#### Problem:
Please copy every line from the records below that contains the string "paint".

Entries taken from a collection:
============================================================
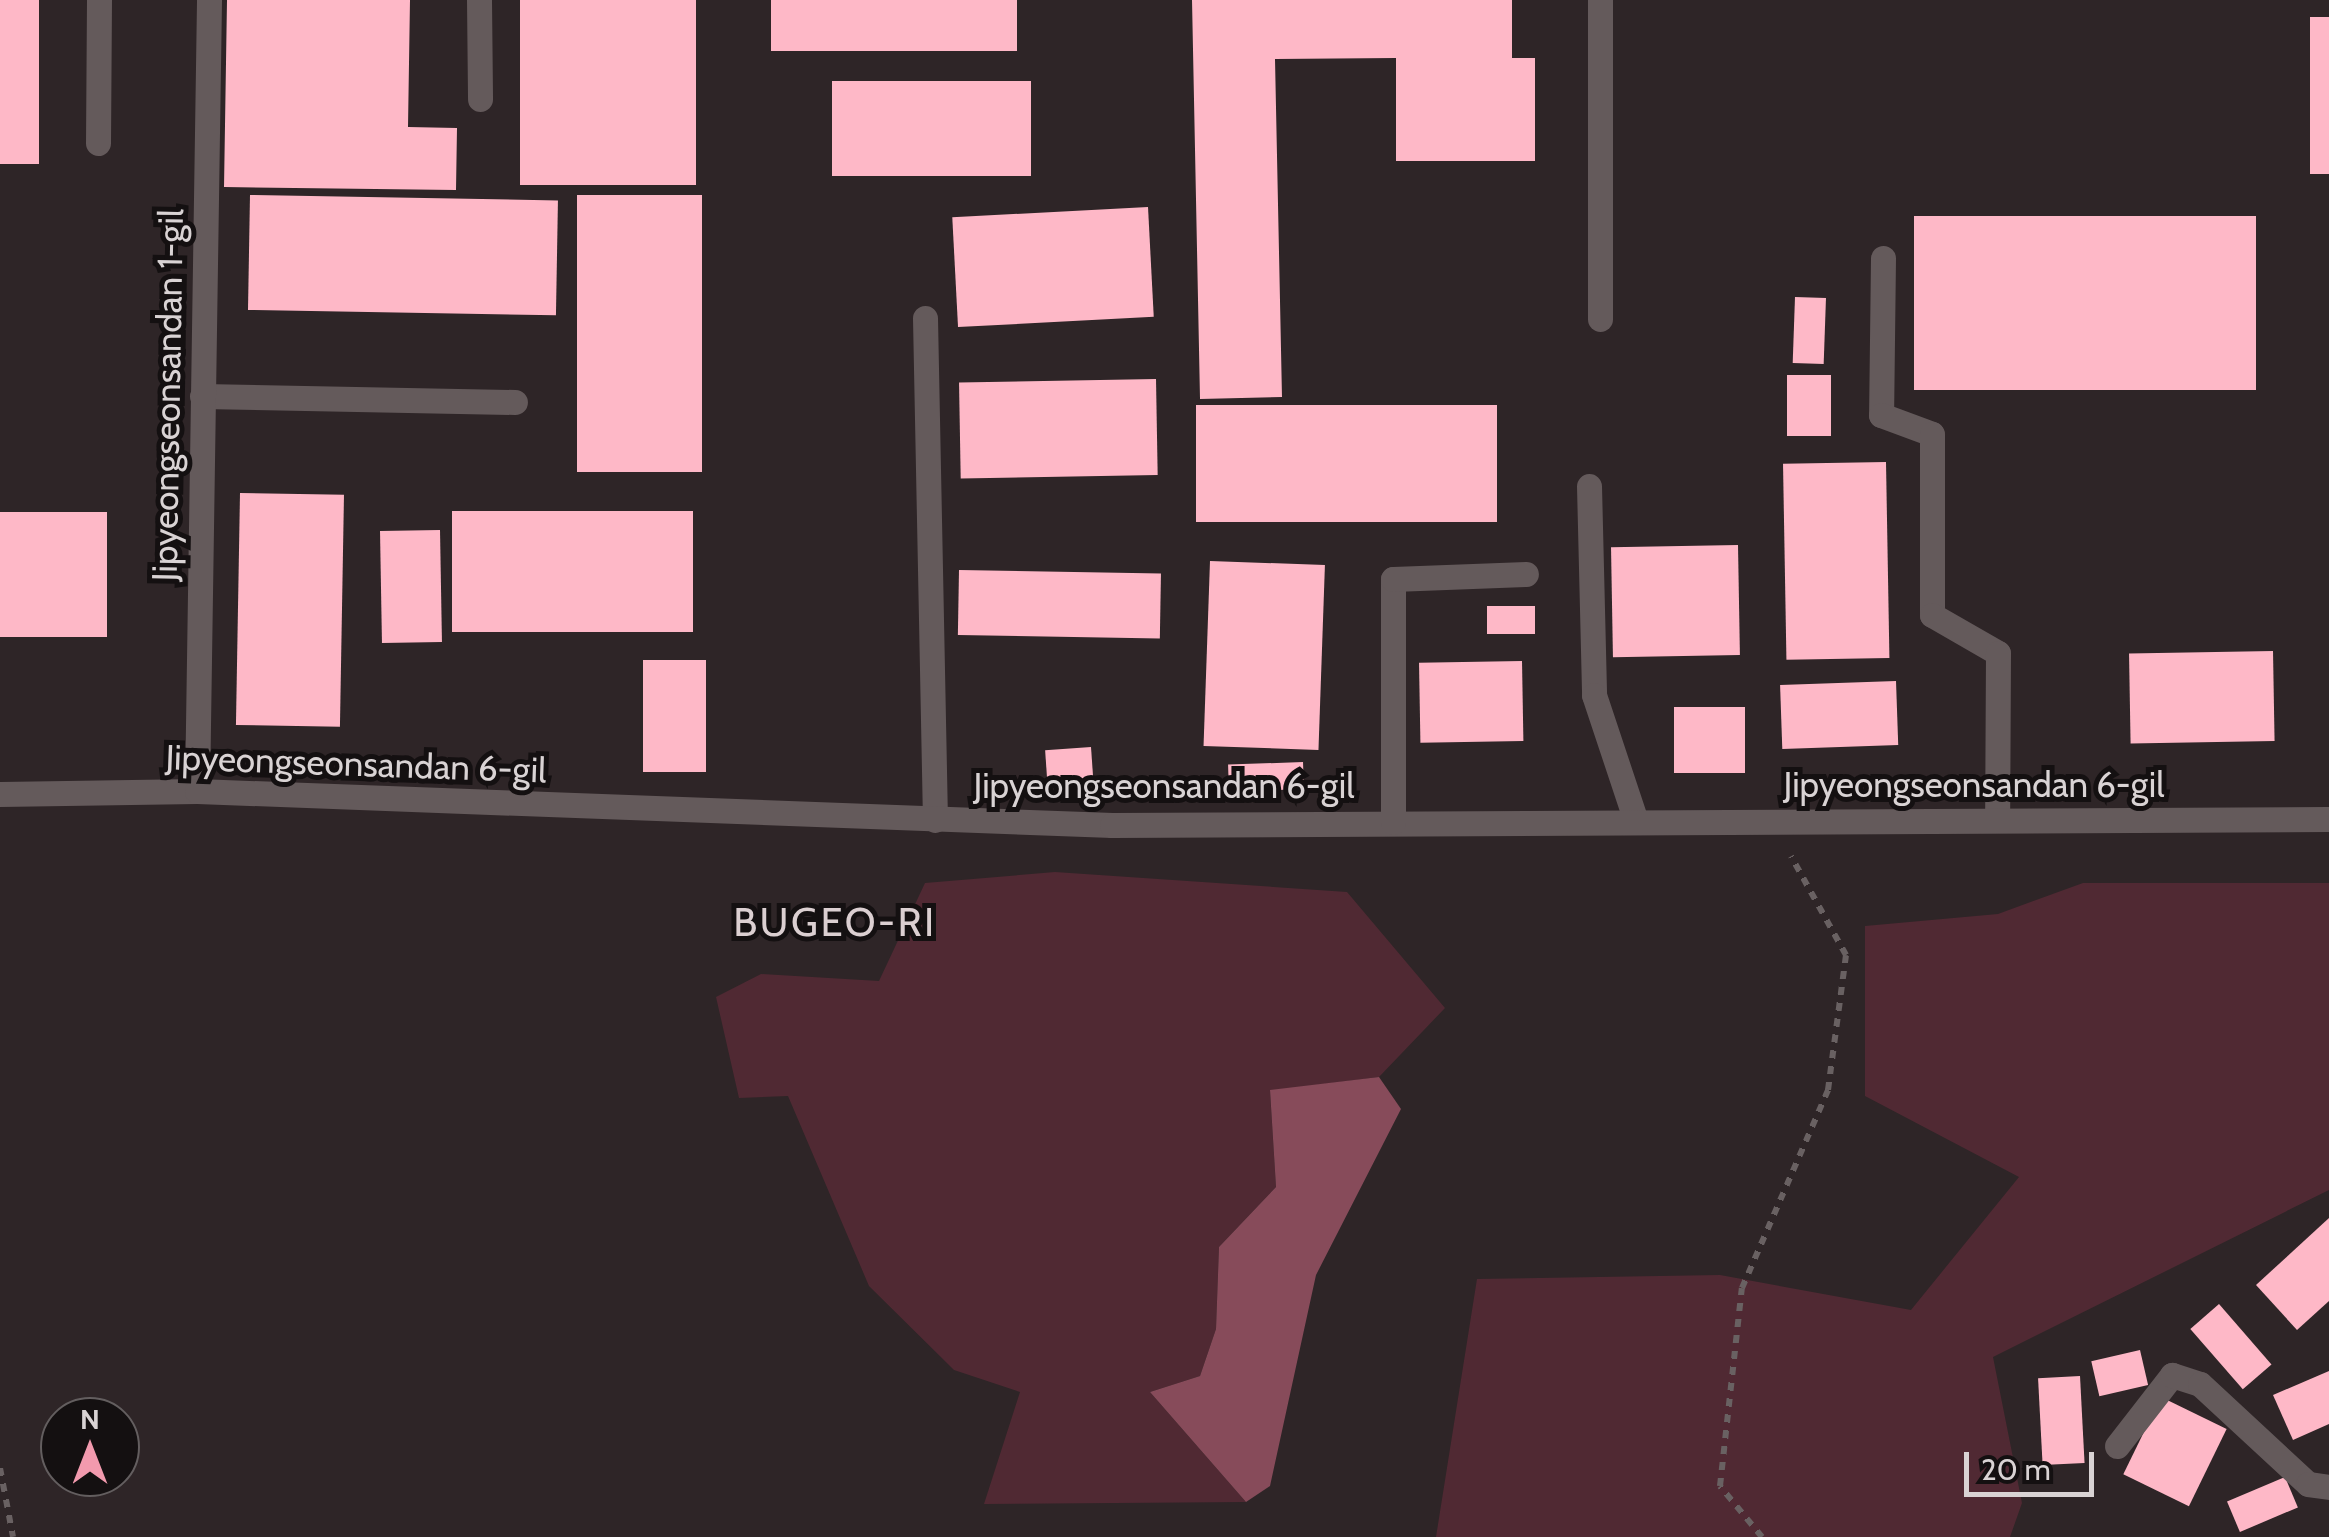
<!DOCTYPE html>
<style>
body{margin:0}
#map{position:relative;width:2329px;height:1537px;overflow:hidden;background:#2e2527;font-family:Cabin,sans-serif}
div>[style]{position:absolute}
.green>*{inset:0;background:#502933}
.forest>*{inset:0;background:#874b5a}
.building>*{inset:0;background:#feb8c7;transform-origin:0 0}
.path>*{height:6px;margin-top:-3px;transform-origin:0;background:repeating-linear-gradient(90deg,#696162 0 8px,transparent 0 16px)}
.minor>*{height:25px;margin:-12.5px;padding:0 12.5px;transform-origin:12.5px;border-radius:12.5px;background:#645a5b}
span{translate:-50% -50%;white-space:nowrap;text-align:center;line-height:1.15;-webkit-text-stroke:10px #141011;paint-order:stroke}
.street-label{font-size:35px;color:#d9d3d4}
.quarter-label{font-size:40px;color:#dbcfd1;letter-spacing:2.5px}
.north{position:absolute;left:40px;top:1397px;width:100px;height:100px;box-sizing:border-box;background:#141011;border:2px solid #635e5f;border-radius:50%;rotate:0deg;font-size:28px;font-weight:700;line-height:40px;text-align:center;color:#d9d3d4}
.north::after{content:'';display:block;margin:auto;width:35px;height:45px;background:#f29aae;clip-path:polygon(50% 0,100% 100%,50% 72%,0 100%)}
.scale{position:absolute;left:1964px;top:1452px;width:130px;height:45px;box-sizing:border-box;border:5px solid #d9d3d4;border-top:0;padding-left:12px;font-size:30px;line-height:35px;white-space:nowrap;color:#d9d3d4;-webkit-text-stroke:8px #141011;paint-order:stroke}
</style>
<div id="map">
<div class="green">
<i style="clip-path:polygon(1055px 872px,1347px 892px,1445px 1008px,1379px 1077px,1270px 1091px,1276px 1187px,1219px 1247px,1216px 1329px,1200px 1376px,1150px 1392px,1246px 1502px,984px 1504px,1020px 1392px,954px 1370px,869px 1286px,788px 1096px,739px 1098px,716px 997px,761px 974px,879px 981px,925px 883px)"></i>
<i style="clip-path:polygon(2083px 883px,2329px 883px,2329px 1190px,1993px 1357px,2022px 1503px,2010px 1537px,1436px 1537px,1477px 1279px,1720px 1275px,1911px 1310px,2019px 1177px,1865px 1096px,1865px 926px,1998px 914px)"></i>
</div>
<div class="forest">
<i style="clip-path:polygon(1379px 1077px,1401px 1109px,1316px 1275px,1270px 1486px,1246px 1502px,1150px 1392px,1200px 1376px,1216px 1329px,1219px 1247px,1276px 1187px,1270px 1090px)"></i>
</div>
<div class="building">
<i style="left:0;top:0;width:39px;height:164px"></i>
<i style="clip-path:polygon(227px 0,410px 0,408px 127px,457px 128px,456px 190px,224px 187px)"></i>
<i style="left:520px;top:0;width:176px;height:185px"></i>
<i style="left:771px;top:0;width:246px;height:51px"></i>
<i style="clip-path:polygon(1192px 0,1512px 0,1512px 58px,1535px 58px,1535px 161px,1396px 161px,1396px 58px,1275px 59px,1282px 397px,1200px 399px)"></i>
<i style="left:2310px;top:17px;width:19px;height:157px"></i>
<i style="left:1031px;top:81px;width:95px;height:199px;rotate:90deg"></i>
<i style="left:250px;top:195px;width:308px;height:115px;rotate:1deg"></i>
<i style="left:577px;top:195px;width:125px;height:277px"></i>
<i style="left:1148px;top:207px;width:110px;height:196px;rotate:87deg"></i>
<i style="left:2256px;top:216px;width:174px;height:342px;rotate:90deg"></i>
<i style="left:1795px;top:297px;width:31px;height:66px;rotate:2deg"></i>
<i style="left:1787px;top:375px;width:44px;height:61px"></i>
<i style="left:1156px;top:379px;width:96px;height:197px;rotate:89deg"></i>
<i style="left:1497px;top:405px;width:117px;height:301px;rotate:90deg"></i>
<i style="left:1886px;top:462px;width:196px;height:103px;rotate:89deg"></i>
<i style="left:240px;top:493px;width:104px;height:232px;rotate:1deg"></i>
<i style="left:452px;top:511px;width:241px;height:121px"></i>
<i style="left:0;top:512px;width:107px;height:125px"></i>
<i style="left:440px;top:530px;width:112px;height:60px;rotate:89deg"></i>
<i style="left:1738px;top:545px;width:110px;height:127px;rotate:89deg"></i>
<i style="left:1210px;top:561px;width:115px;height:185px;rotate:2deg"></i>
<i style="left:959px;top:570px;width:202px;height:65px;rotate:1deg"></i>
<i style="left:1487px;top:606px;width:48px;height:28px"></i>
<i style="left:2273px;top:651px;width:90px;height:144px;rotate:89deg"></i>
<i style="left:643px;top:660px;width:63px;height:112px"></i>
<i style="left:1522px;top:661px;width:80px;height:103px;rotate:89deg"></i>
<i style="left:1896px;top:681px;width:64px;height:116px;rotate:88deg"></i>
<i style="left:1674px;top:707px;width:71px;height:66px"></i>
<i style="left:1091px;top:747px;width:31px;height:46px;rotate:86deg"></i>
<i style="left:1303px;top:762px;width:27px;height:75px;rotate:88deg"></i>
<i style="clip-path:polygon(2329px 1218px,2329px 1301px,2297px 1330px,2256px 1285px)"></i>
<i style="left:2219px;top:1304px;width:80px;height:38px;rotate:49deg"></i>
<i style="left:2140px;top:1350px;width:36px;height:50px;rotate:77deg"></i>
<i style="clip-path:polygon(2329px 1371px,2329px 1424px,2293px 1440px,2273px 1395px)"></i>
<i style="left:2080px;top:1376px;width:87px;height:42px;rotate:87deg"></i>
<i style="left:2161px;top:1397px;width:73px;height:86px;rotate:26deg"></i>
<i style="left:2285px;top:1477px;width:33px;height:63px;rotate:67deg"></i>
</div>
<div class="path">
<i style="left:0;top:1468px;width:70px;rotate:79.3deg"></i>
<i style="left:1762px;top:1537px;width:66px;rotate:-129.5deg"></i>
<i style="left:1720px;top:1486px;width:199px;rotate:-83.7deg"></i>
<i style="left:1742px;top:1288px;width:216px;rotate:-66.5deg"></i>
<i style="left:1828px;top:1090px;width:136px;rotate:-82.4deg"></i>
<i style="left:1846px;top:955px;width:113px;rotate:-119.1deg"></i>
</div>
<div class="minor">
<i style="left:479px;top:0;width:99px;rotate:89.4deg"></i>
<i style="left:1600px;top:0;width:319px;rotate:90deg"></i>
<i style="left:98px;top:143px;width:143px;rotate:-89.6deg"></i>
<i style="left:1883px;top:258px;width:157px;rotate:90.7deg"></i>
<i style="left:1881px;top:415px;width:54px;rotate:20.4deg"></i>
<i style="left:1932px;top:434px;width:181px;rotate:90deg"></i>
<i style="left:1932px;top:615px;width:76px;rotate:29.9deg"></i>
<i style="left:1998px;top:653px;width:167px;rotate:90.3deg"></i>
<i style="left:925px;top:318px;width:502px;rotate:88.86deg"></i>
<i style="left:202px;top:396px;width:313px;rotate:1.1deg"></i>
<i style="left:1589px;top:486px;width:209px;rotate:88.6deg"></i>
<i style="left:1594px;top:695px;width:133px;rotate:71.6deg"></i>
<i style="left:197px;top:791px;width:791px;rotate:-89.13deg"></i>
<i style="left:0;top:794px;width:197px;rotate:-0.9deg"></i>
<i style="left:197px;top:791px;width:916px;rotate:2.13deg"></i>
<i style="left:1112px;top:825px;width:1217px;rotate:-0.28deg"></i>
<i style="left:1393px;top:822px;width:243px;rotate:-90deg"></i>
<i style="left:1393px;top:579px;width:133px;rotate:-2.2deg"></i>
<i style="left:2117px;top:1446px;width:90px;rotate:-52.2deg"></i>
<i style="left:2172px;top:1375px;width:29px;rotate:18deg"></i>
<i style="left:2200px;top:1384px;width:147px;rotate:42.8deg"></i>
<i style="left:2308px;top:1484px;width:21px;rotate:8deg"></i>
</div>
<div class="street-label">
<span style="left:168px;top:395px;rotate:-89deg">Jipyeongseonsandan 1-gil</span>
<span style="left:356px;top:764px;rotate:2deg">Jipyeongseonsandan 6-gil</span>
<span style="left:1974px;top:785px">Jipyeongseonsandan 6-gil</span>
<span style="left:1164px;top:786px">Jipyeongseonsandan 6-gil</span>
</div>
<div class="quarter-label">
<span style="left:835px;top:922px">BUGEO-RI</span>
</div>
<div class="north">N</div>
<div class="scale">20 m</div>
</div>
============================================================
#### Expected output:
span{translate:-50% -50%;white-space:nowrap;text-align:center;line-height:1.15;-webkit-text-stroke:10px #141011;paint-order:stroke}
.scale{position:absolute;left:1964px;top:1452px;width:130px;height:45px;box-sizing:border-box;border:5px solid #d9d3d4;border-top:0;padding-left:12px;font-size:30px;line-height:35px;white-space:nowrap;color:#d9d3d4;-webkit-text-stroke:8px #141011;paint-order:stroke}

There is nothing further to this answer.